Lang R E, Rascher W, Heil J, Unger T, Ganten D
Eur J Pharmacol. 1982 Sep 10;83(1-2):113-7. doi: 10.1016/0014-2999(82)90293-x.
Intracerebroventricularly (i.c.v.) administered angiotensin II (ANG II) at a dose of 100 ng caused a large increase in plasma oxytocin levels in Long Evans (LE) rats and in rats heterozygous for hypothalamic diabetes insipidus (HZ). In rats homozygous for diabetes insipidus (DI) even 100 fold higher doses of ANG II i.c.v. exerted only marginal effects on oxytocin release. The impaired responsiveness in DI rats was fully restored by prolonged treatment with a vasopressin (AVP) analogue. These data show that the decreased sensitivity of ANG II receptors in DI rats is due to the AVP defect and its metabolic consequences and can be reversed by AVP substitution.
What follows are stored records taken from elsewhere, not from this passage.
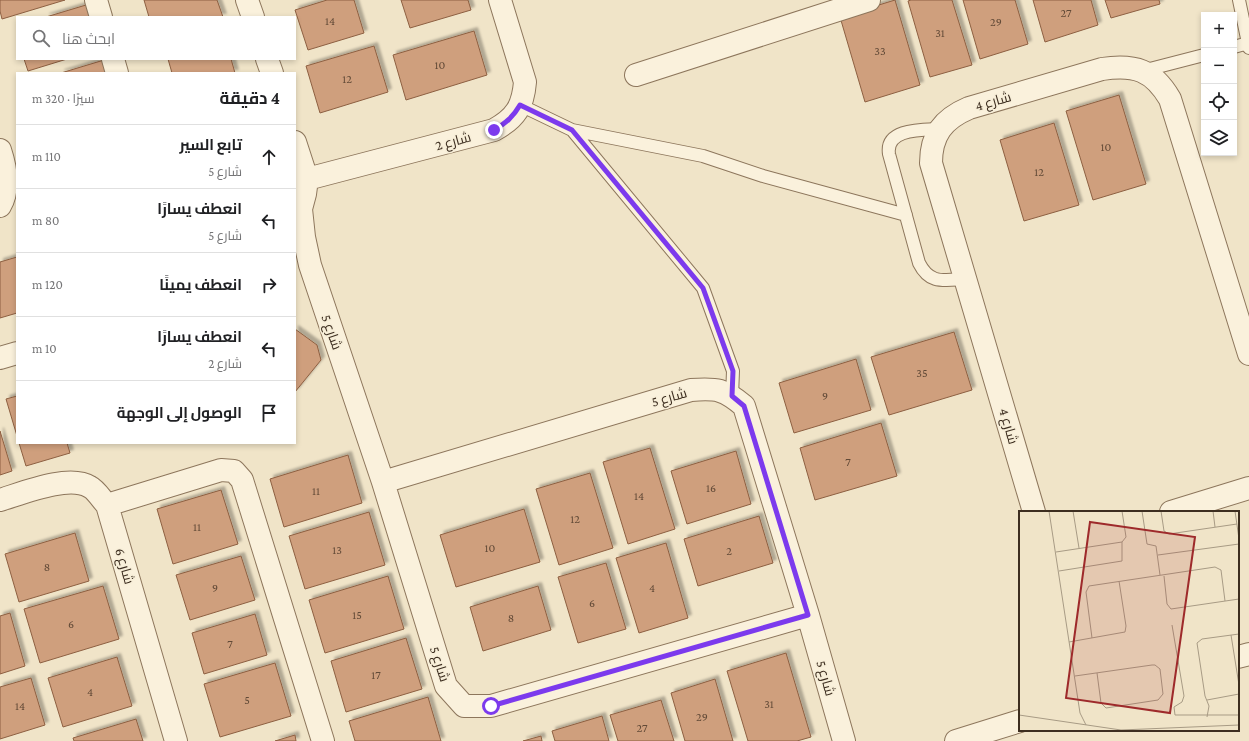 <!DOCTYPE html>
<html lang="ar">
<head>
<meta charset="utf-8">
<style>
	body { margin:0; font-family:"Crimson Pro",Cairo,serif; background:#f2f2f2; color:#202124; direction:rtl }
	.controls { position:absolute; right:12px; top:12px; display:grid; overflow:hidden; border-radius:0px; box-shadow:0 2px 6px #0003 }
	.controls button { width:36px; height:36px; display:grid; place-items:center; padding:0; border:0; border-bottom:1px solid #e0e0e0; background:#fff; color:#202124; font:20px sans-serif }
	.stop { position:absolute; width:12px; height:12px; margin:-9px; border:3px solid #7c3aed; border-radius:50%; background:#fff }
	.stop.end { background:#7c3aed; border-color:#fff; box-shadow:0 1px 4px #0008 }
	.list { margin:0; padding:0; list-style:none }
	h2 { display:flex; justify-content:space-between; align-items:center; height:52px; margin:0; padding:0 16px; font-size:17px }
	h2 small { font-size:13px; font-weight:400; color:#757577 }
	.list li { display:grid; grid-template-columns:26px 1fr auto; gap:12px; align-items:center; box-sizing:border-box; height:64px; padding:0 16px; border-top:1px solid #e0e0e0 }
	.list b { display:block; font-size:15px; white-space:nowrap }
	.list p { margin:0; font-size:13px; white-space:nowrap; color:#757577 }
	.list em { font-size:13px; font-style:normal; color:#757577 }
	.icon { flex:none; width:22px; height:22px; fill:none; stroke:currentColor; stroke-width:2; stroke-linecap:round; stroke-linejoin:round }
	.map { position:relative; flex:none; width:1249px; height:741px; overflow:hidden; direction:ltr }
	.search { position:absolute; background:#fff; box-shadow:0 2px 6px #0003; left:16px; top:16px; width:280px; height:44px; display:flex; align-items:center; gap:10px; box-sizing:border-box; padding:0 14px; border-radius:0px; color:#757577; font-size:15px }
	.panel { position:absolute; background:#fff; box-shadow:0 2px 6px #0003; left:16px; top:72px; width:280px; height:372px; border-radius:0px; direction:rtl }
	.map>svg:first-child { display:block }
	.building { fill:#cf9f7d; stroke:#8d5f41; filter:url(#shadow) }
	.lines { fill:none; stroke-linecap:round; stroke-linejoin:round }
	.service-casing { stroke:#8d765c; stroke-width:14 }
	.minor-casing { stroke:#8d765c; stroke-width:24 }
	.tertiary-casing { stroke:#8d765c; stroke-width:24 }
	.service { stroke:#faf1dc; stroke-width:12 }
	.minor { stroke:#faf1dc; stroke-width:22 }
	.tertiary { stroke:#faf1dc; stroke-width:22 }
	.route { stroke:#7c3aed; stroke-width:5 }
	.labels { text-anchor:middle; dominant-baseline:central; stroke-width:3; stroke-linejoin:round; paint-order:stroke }
	.number-label { font-size:12px; fill:#624a37 }
	.street-label { font-size:14px; fill:#3d2e20; stroke:#f7eed8 }
	.inset-road { fill:none; stroke:#a89b85; stroke-width:1 }
	.view { fill:#9e2a2b; fill-opacity:0.15; stroke:#9e2a2b; stroke-width:2 }
	.inset-edge { fill:none; stroke:#3d2e20; stroke-width:2 }
</style>
</head>
<body>
<div class="map">
<svg width="1249" height="741" viewBox="0 0 1249 741">
	<defs>
		<filter id="shadow"><feDropShadow dx="3.5" dy="-3.5" stdDeviation="1" flood-color="#0004"/></filter>
	</defs>
	<rect width="100%" height="100%" fill="#f0e4c8"/>
	<path class="building" d="M0 0H65L2 19 0 11Z
		M144 0H217L223 17H149Z
		M327 0H354L364 33 308 50 295 10Z
		M401 0H468L471 10 410 28Z
		M895 0 920 85 865 102 840 17Z
		M911 0H952L972 65 930 77 908 1Z
		M963 0H1015L1028 44 980 59Z
		M1033 0H1091L1098 25 1045 42Z
		M1105 0H1159L1160 4 1111 18Z
		M86 5 90 17H46Z
		M474 31 487 75 406 100 393 55Z
		M374 46 388 92 320 113 306 66Z
		M24 59H67L28 71Z
		M168 59H231L235 73H172Z
		M104 60 107 73H61Z
		M1119 95 1146 184 1093 200 1066 111Z
		M1054 123 1079 205 1024 221 1000 140Z
		M17 257V313L0 318V262Z
		M295 329 317 345 321 360 295 392Z
		M954 332 972 390 889 415 871 357Z
		M856 359 871 410 794 433 779 383Z
		M17 396V436L6 399Z
		M881 423 897 476 815 500 800 448Z
		M0 431 12 471 0 475Z
		M19 443H67L70 453 26 466Z
		M650 448 675 529 628 544 603 462Z
		M736 451 751 504 687 524 671 471Z
		M348 455 362 503 284 527 270 479Z
		M590 473 613 548 559 565 536 489Z
		M221 490 238 544 173 564 157 509Z
		M524 509 540 562 456 587 440 535Z
		M369 512 385 565 305 589 289 536Z
		M759 516 773 563 698 586 684 539Z
		M75 533 89 581 19 602 5 554Z
		M666 543 688 618 639 633 616 558Z
		M241 556 255 600 190 620 176 575Z
		M606 563 626 629 578 643 558 577Z
		M388 576 404 629 325 653 309 600Z
		M103 586 119 639 40 663 24 609Z
		M538 586 551 630 483 651 470 607Z
		M10 613 25 666 0 674V616Z
		M255 614 267 655 204 674 192 633Z
		M406 638 422 689 346 712 331 661Z
		M786 653 811 737 797 741H748L727 671Z
		M117 657 132 706 63 727 48 678Z
		M275 663 291 716 220 737 204 684Z
		M31 678 45 725 0 739V687Z
		M715 679 733 741H685L671 693Z
		M428 697 441 741H355L349 721Z
		M661 700 674 741H618L610 715Z
		M602 716 609 741H555L552 731Z
		M136 719 143 741H74L73 738Z
		M295 735 296 741H275Z
		M541 736 542 741H523Z"/>
	<g class="lines">
		<g class="service-casing">
			<path id="service" d="M1239 0 1249 48
				M1234 47 1248 43
				M1142 71 1204 55
				M520 105 572 130 703 156 763 176 906 215
				M940 129C923 130 885 128 889 154L919 263C930 285 944 280 966 279
				M572 130 703 288 733 371 732 396"/>
		</g>
		<g class="minor-casing">
			<path id="minor" d="M96 0 101 17
				M247 0 253 17
				M113 59 117 73
				M267 59 272 73
				M636 75 869 0
				M295 142 307 179 305 194 301 209 304 237 310 265 383 482 446 686 464 706H491L808 615
				M0 150C6 168 10 189 0 206
				M307 179 494 130C516 118 523 106 525 82L500 0
				M0 358 17 353
				M383 482 691 390C717 388 724 389 744 406L808 615 844 741
				M0 500C23 493 69 474 90 487 96 490 102 500 107 505L176 741
				M107 505 221 470 234 471 242 480 323 741
				M1034 512 931 163C931 135 943 119 969 108L1102 69C1135 64 1153 70 1170 99L1249 354
				M1171 512 1249 488"/>
		</g>
		<g class="tertiary-casing">
			<path id="tertiary" d="M1238 657 1249 654
				M956 741 1020 721"/>
		</g>
		<use href="#service" class="service"/>
		<use href="#minor" class="minor"/>
		<use href="#tertiary" class="tertiary"/>
	</g>
	<g class="lines">
		<path class="route" d="M491 706 808 615 744 406 732 396 733 371 703 288 572 130 520 105C513 117 506 123 494 130"/>
	</g>
	<g class="labels">
		<g class="number-label">
			<text x="1066" y="13">27</text>
			<text x="330" y="21">14</text>
			<text x="996" y="22">29</text>
			<text x="940" y="33">31</text>
			<text x="880" y="51">33</text>
			<text x="440" y="65">10</text>
			<text x="347" y="79">12</text>
			<text x="1106" y="147">10</text>
			<text x="1039" y="172">12</text>
			<text x="922" y="373">35</text>
			<text x="825" y="396">9</text>
			<text x="848" y="462">7</text>
			<text x="711" y="488">16</text>
			<text x="316" y="491">11</text>
			<text x="639" y="496">14</text>
			<text x="575" y="519">12</text>
			<text x="197" y="527">11</text>
			<text x="490" y="548">10</text>
			<text x="337" y="550">13</text>
			<text x="729" y="551">2</text>
			<text x="47" y="567">8</text>
			<text x="215" y="588">9</text>
			<text x="652" y="588">4</text>
			<text x="592" y="603">6</text>
			<text x="357" y="615">15</text>
			<text x="511" y="618">8</text>
			<text x="71" y="624">6</text>
			<text x="230" y="644">7</text>
			<text x="376" y="675">17</text>
			<text x="90" y="692">4</text>
			<text x="247" y="700">5</text>
			<text x="769" y="704">31</text>
			<text x="20" y="706">14</text>
			<text x="702" y="717">29</text>
			<text x="642" y="728">27</text>
		</g>
		<g class="street-label">
			<text transform="translate(993 101) rotate(-16)">شارع 4</text>
			<text transform="translate(453 141) rotate(-15)">شارع 2</text>
			<text transform="translate(332 332) rotate(71)">شارع 5</text>
			<text transform="translate(669 397) rotate(-16)">شارع 5</text>
			<text transform="translate(1009 426) rotate(74)">شارع 4</text>
			<text transform="translate(125 566) rotate(74)">شارع 6</text>
			<text transform="translate(440 664) rotate(72)">شارع 5</text>
			<text transform="translate(826 678) rotate(74)">شارع 5</text>
		</g>
	</g>
	<g transform="translate(1019 511)">
		<rect width="220" height="220" fill="#f0e4c8"/>
		<path class="inset-road" d="M30 0 61 202 67 214M54 0 60 37M123 0 128 33 137 35 141 64M142 0 145 20 150 23 218 13M194 0 196 16M216 0 220 28M37 41 103 31 107 26 103 0M139 44 220 33M40 60 103 50V31M145 65 148 93 152 98 220 88M153 114 165 185 163 191 155 196 156 204H220M212 124 220 174M73 127 67 81 70 75 196 56 202 59 206 90M50 131 106 121 107 115 100 70M56 165 133 154H136L141 158 144 183 139 189 87 197 82 192 78 162M188 189 220 183M0 204 102 219 220 214M188 206 190 195 186 185 178 132 183 128 220 123"/>
		<path class="view" d="M71 11 176 26 151 202 47 187Z"/>
		<rect width="220" height="220" class="inset-edge"/>
	</g>
</svg>
<div class="controls">
<button>+</button>
<button>−</button>
<button><svg class="icon" aria-label="locate" viewBox="0 0 24 24"><circle cx="12" cy="12" r="6"/><path d="M12 2v4M12 18v4M2 12h4M18 12h4"/></svg></button>
<button><svg class="icon" aria-label="layers" viewBox="0 0 24 24"><path d="M12 4l9 5-9 5-9-5zM3 14l9 5 9-5"/></svg></button>
</div>
<div class="stop" style="left:491px;top:706px"></div>
<div class="stop end" style="left:494px;top:130px"></div>
<div class="search"><svg class="icon" aria-label="search" viewBox="0 0 24 24"><circle cx="10" cy="10" r="6"/><path d="M15 15l6 6"/></svg>ابحث هنا</div>
<section class="panel">
<h2>4 دقيقة<small>سيرًا · 320 m</small></h2>
<ul class="list">
<li><svg class="icon" aria-label="ahead" viewBox="0 0 24 24"><path d="M12 20V5M6 11l6-6 6 6"/></svg><div><b>تابع السير</b><p>شارع 5</p></div><em>110 m</em></li>
<li><svg class="icon" aria-label="left" viewBox="0 0 24 24"><path d="M17 20v-9H6M10 6l-5 5 5 5"/></svg><div><b>انعطف يسارًا</b><p>شارع 5</p></div><em>80 m</em></li>
<li><svg class="icon" aria-label="right" viewBox="0 0 24 24"><path d="M7 20v-9h11M14 6l5 5-5 5"/></svg><div><b>انعطف يمينًا</b></div><em>120 m</em></li>
<li><svg class="icon" aria-label="left" viewBox="0 0 24 24"><path d="M17 20v-9H6M10 6l-5 5 5 5"/></svg><div><b>انعطف يسارًا</b><p>شارع 2</p></div><em>10 m</em></li>
<li><svg class="icon" aria-label="arrive" viewBox="0 0 24 24"><path d="M6 21V4h12l-3 4 3 4H6"/></svg><div><b>الوصول إلى الوجهة</b></div></li>
</ul>
</section>
</div>
</body>
</html>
向长 Evans(LE)大鼠和下丘脑性尿崩症杂合子(HZ)大鼠脑室内(i.c.v.)注射剂量为 100 ng 的血管紧张素 II(ANG II),可使血浆催产素水平大幅升高。在尿崩症纯合子(DI)大鼠中,即使脑室内注射剂量高出 100 倍的 ANG II,对催产素释放也仅产生轻微影响。通过使用血管加压素(AVP)类似物进行长期治疗,DI 大鼠受损的反应性得以完全恢复。这些数据表明,DI 大鼠中 ANG II 受体敏感性降低是由于 AVP 缺陷及其代谢后果所致,并且可以通过 AVP 替代来逆转。